You Can Drink Too Much
Overhydration is rare but dangerous. Drinking roughly a gallon (3 to 4 liters) of water within one to two hours can dilute the sodium in your blood to levels that cause confusion, seizures, and in severe cases, death. This condition, called hyponatremia, most commonly affects endurance athletes and people who force themselves to drink far beyond thirst.
A safe ceiling for most people is no more than about 32 ounces (one liter) per hour. Spreading your intake throughout the day rather than gulping large amounts at once keeps you well within safe limits and actually improves absorption.
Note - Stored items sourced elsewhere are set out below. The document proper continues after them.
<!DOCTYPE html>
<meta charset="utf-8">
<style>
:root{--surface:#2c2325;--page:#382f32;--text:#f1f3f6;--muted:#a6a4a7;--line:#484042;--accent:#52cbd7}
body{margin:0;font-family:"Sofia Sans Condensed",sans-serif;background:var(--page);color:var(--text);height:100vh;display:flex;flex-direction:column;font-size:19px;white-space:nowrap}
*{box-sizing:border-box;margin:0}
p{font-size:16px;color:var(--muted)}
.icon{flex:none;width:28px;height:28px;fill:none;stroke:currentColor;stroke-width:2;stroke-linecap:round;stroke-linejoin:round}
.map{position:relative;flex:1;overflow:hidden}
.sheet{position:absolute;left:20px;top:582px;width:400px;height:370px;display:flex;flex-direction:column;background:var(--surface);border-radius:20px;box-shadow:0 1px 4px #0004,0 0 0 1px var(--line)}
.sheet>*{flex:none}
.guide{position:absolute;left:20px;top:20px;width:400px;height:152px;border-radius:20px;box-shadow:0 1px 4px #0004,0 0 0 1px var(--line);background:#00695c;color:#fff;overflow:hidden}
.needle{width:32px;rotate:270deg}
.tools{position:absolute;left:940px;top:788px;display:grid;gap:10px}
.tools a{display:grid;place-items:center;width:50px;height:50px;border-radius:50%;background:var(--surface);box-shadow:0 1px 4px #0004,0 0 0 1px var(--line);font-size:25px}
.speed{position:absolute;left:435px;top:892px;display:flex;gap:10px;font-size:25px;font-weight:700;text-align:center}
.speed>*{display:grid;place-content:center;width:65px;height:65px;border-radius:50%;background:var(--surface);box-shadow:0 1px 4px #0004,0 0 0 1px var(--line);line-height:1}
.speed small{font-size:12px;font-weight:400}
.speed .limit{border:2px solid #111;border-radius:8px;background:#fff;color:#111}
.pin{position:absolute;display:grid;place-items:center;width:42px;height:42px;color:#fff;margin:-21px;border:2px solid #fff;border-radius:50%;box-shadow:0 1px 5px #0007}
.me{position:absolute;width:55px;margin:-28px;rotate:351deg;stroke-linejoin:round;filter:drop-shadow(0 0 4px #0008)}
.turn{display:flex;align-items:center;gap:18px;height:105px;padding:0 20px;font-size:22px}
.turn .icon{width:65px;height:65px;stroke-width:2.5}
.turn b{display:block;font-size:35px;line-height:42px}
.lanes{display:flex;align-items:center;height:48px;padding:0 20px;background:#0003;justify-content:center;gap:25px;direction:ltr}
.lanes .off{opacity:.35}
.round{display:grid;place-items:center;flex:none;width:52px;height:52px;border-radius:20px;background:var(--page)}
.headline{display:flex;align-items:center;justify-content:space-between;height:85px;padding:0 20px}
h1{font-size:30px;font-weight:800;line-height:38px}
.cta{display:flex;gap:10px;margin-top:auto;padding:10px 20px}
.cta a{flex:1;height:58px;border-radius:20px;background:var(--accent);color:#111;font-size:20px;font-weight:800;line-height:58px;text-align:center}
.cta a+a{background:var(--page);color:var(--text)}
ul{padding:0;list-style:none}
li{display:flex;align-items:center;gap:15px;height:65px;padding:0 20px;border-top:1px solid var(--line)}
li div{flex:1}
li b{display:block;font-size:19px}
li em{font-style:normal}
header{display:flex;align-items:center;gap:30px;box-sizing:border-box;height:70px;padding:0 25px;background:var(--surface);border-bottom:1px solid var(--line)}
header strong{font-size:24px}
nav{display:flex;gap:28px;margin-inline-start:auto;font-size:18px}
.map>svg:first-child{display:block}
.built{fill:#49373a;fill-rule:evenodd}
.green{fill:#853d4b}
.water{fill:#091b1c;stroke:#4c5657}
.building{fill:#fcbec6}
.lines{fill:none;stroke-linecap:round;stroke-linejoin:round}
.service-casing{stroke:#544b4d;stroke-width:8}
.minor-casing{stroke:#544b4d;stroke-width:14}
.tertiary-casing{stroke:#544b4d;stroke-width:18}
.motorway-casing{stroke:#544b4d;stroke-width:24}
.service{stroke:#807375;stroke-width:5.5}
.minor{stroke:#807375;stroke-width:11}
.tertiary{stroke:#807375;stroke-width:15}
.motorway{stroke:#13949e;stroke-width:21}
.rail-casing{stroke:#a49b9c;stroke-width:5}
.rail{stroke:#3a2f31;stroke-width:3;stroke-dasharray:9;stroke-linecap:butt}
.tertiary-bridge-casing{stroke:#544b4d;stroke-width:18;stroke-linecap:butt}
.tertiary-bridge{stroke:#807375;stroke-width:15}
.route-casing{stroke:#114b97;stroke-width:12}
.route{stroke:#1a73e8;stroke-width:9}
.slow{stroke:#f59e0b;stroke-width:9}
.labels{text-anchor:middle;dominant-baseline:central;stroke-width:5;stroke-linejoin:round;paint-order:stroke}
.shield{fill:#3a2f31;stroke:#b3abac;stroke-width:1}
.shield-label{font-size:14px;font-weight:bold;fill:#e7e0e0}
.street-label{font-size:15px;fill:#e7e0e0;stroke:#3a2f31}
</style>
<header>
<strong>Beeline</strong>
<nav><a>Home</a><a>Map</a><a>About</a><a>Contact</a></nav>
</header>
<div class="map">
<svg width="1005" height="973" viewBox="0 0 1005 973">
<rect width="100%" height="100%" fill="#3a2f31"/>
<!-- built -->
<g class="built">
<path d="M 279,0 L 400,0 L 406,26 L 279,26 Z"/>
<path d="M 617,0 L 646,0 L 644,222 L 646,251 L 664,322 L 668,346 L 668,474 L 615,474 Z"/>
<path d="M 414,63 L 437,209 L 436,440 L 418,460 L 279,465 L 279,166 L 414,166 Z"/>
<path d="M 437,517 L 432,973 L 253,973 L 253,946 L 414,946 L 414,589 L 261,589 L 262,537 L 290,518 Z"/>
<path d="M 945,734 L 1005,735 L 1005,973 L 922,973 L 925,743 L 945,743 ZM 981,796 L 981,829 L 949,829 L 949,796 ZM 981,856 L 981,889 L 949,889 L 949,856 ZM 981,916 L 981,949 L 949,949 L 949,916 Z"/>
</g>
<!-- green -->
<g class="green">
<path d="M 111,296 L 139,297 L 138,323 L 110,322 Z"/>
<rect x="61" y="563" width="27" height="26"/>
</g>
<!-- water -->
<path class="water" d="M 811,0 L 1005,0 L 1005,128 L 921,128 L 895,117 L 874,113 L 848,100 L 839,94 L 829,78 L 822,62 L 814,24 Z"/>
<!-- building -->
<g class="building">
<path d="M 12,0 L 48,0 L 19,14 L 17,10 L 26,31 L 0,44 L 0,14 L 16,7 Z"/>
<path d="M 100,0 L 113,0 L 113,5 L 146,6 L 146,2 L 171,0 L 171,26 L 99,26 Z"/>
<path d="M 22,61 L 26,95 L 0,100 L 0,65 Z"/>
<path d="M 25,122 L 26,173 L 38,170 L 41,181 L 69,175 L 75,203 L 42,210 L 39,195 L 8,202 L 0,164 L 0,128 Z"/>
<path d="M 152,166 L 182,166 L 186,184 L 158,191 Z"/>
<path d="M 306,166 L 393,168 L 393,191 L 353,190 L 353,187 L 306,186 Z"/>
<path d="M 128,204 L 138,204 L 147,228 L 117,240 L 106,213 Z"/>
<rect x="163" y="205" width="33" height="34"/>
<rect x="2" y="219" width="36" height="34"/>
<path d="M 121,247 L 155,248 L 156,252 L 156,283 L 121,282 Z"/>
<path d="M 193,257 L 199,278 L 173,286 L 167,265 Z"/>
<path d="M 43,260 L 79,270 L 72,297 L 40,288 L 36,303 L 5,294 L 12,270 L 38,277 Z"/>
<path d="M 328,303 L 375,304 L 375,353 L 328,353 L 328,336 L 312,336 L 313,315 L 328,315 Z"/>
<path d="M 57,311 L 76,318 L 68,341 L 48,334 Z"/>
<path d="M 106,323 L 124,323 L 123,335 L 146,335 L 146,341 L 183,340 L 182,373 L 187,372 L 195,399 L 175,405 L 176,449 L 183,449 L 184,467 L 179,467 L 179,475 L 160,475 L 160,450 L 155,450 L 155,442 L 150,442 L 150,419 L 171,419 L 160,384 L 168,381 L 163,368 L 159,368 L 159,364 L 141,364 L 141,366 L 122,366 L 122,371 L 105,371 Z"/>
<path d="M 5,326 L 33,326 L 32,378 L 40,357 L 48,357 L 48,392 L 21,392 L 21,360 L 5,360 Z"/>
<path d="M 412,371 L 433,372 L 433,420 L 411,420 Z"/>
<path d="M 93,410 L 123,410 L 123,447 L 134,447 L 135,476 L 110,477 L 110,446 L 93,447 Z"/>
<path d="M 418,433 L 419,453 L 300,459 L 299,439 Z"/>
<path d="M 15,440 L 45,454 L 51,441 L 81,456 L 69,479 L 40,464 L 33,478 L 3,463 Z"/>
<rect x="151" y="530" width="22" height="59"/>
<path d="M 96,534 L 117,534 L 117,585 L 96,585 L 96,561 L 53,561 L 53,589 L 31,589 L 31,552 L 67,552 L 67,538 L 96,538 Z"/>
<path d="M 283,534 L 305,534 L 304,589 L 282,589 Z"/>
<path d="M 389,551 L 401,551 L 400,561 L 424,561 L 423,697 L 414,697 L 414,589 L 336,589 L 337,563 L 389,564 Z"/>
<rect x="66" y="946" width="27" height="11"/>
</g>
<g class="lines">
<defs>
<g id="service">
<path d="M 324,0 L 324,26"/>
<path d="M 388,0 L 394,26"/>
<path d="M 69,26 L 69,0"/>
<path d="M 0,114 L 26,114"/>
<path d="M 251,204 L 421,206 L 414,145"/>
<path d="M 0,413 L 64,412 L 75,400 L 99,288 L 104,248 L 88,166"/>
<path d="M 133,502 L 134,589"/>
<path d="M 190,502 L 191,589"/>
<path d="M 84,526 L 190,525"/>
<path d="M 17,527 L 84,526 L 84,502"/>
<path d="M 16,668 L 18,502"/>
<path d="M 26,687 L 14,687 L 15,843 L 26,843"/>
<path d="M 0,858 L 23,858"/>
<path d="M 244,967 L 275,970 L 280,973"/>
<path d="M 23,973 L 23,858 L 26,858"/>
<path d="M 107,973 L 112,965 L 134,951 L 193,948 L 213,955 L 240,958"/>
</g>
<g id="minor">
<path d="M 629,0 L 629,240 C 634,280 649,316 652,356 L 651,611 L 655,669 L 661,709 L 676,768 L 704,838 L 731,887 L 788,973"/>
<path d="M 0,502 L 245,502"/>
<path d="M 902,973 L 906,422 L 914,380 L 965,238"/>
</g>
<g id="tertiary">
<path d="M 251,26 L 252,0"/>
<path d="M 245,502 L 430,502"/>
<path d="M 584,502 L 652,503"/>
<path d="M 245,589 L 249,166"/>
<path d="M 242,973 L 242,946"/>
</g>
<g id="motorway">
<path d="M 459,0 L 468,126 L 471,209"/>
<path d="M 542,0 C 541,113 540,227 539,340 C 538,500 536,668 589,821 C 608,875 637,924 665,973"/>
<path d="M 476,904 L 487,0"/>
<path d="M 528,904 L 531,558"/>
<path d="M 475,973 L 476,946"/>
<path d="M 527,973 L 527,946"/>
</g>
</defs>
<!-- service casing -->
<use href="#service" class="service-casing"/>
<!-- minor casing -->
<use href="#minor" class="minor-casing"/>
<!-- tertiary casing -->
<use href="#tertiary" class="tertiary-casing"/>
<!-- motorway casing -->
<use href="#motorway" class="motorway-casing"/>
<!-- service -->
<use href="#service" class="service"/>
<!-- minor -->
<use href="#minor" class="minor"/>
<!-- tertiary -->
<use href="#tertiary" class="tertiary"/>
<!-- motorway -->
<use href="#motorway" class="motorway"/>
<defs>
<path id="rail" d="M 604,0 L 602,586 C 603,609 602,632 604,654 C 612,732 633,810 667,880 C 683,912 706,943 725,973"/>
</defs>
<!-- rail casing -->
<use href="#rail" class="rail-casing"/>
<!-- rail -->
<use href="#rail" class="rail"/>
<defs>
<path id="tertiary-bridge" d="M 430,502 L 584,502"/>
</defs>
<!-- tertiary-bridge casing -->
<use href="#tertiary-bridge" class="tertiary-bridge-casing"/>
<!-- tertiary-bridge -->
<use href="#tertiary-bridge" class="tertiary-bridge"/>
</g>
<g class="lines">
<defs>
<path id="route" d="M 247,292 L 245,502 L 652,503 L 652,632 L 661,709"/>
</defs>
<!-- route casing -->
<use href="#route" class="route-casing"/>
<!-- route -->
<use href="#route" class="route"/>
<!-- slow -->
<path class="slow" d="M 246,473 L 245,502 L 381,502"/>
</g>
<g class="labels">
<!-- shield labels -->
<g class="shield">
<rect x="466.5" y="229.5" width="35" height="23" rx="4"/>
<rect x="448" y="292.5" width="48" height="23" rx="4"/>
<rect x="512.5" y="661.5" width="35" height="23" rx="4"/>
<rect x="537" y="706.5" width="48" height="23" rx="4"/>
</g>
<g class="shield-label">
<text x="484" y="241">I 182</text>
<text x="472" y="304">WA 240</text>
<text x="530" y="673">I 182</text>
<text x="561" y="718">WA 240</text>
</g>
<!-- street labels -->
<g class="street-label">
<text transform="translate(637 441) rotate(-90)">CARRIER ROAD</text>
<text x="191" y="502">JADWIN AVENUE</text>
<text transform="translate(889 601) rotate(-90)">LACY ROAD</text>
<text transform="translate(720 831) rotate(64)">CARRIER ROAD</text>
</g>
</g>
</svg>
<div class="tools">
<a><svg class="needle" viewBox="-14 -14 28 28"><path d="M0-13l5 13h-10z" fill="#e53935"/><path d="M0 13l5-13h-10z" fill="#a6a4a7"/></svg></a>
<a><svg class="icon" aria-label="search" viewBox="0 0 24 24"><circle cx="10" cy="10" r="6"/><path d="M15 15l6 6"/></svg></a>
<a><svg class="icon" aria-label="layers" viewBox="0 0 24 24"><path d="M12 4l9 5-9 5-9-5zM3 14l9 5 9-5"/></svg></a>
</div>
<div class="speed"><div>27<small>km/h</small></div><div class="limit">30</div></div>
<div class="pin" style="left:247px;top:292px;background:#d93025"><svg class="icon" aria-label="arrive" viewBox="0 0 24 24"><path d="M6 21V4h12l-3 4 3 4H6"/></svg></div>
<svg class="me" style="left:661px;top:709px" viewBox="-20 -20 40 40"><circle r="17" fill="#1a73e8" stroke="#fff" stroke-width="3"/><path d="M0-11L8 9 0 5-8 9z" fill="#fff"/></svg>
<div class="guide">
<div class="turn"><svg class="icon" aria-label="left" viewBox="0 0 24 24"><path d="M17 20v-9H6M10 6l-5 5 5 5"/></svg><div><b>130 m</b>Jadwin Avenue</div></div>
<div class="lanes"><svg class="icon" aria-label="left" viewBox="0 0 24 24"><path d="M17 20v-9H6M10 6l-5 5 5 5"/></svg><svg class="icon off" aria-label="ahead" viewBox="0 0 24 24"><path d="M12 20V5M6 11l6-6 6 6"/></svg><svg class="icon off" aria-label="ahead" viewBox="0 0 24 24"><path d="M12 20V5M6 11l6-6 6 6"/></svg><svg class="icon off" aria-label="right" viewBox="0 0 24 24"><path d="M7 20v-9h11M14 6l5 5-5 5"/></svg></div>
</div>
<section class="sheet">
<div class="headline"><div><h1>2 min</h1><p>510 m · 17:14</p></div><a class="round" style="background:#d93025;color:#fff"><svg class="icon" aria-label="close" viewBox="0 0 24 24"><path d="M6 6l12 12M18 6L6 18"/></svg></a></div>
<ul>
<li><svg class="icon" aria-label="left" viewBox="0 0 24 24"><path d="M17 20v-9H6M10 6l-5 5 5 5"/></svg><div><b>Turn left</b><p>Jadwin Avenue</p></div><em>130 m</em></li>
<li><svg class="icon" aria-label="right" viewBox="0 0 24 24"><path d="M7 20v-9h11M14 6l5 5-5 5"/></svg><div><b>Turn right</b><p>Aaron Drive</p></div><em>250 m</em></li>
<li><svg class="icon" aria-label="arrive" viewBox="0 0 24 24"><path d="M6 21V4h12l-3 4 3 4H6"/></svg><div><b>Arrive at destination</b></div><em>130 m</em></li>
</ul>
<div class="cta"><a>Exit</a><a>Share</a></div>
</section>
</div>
Practical Habits That Work
The most effective hydration strategies are the ones you don’t have to think about. Keeping a water bottle at your desk, drinking a glass of water with each meal, and eating fruits and vegetables regularly will get most people to their daily target without counting ounces. If you find plain water boring, sparkling water, herbal tea, and water flavored with fruit or cucumber all count equally.
Starting your day with a glass of water is a simple way to offset the mild dehydration that builds overnight. And if you exercise, get into the habit of drinking before you feel thirsty during your workout, since thirst tends to lag behind actual fluid needs during physical activity.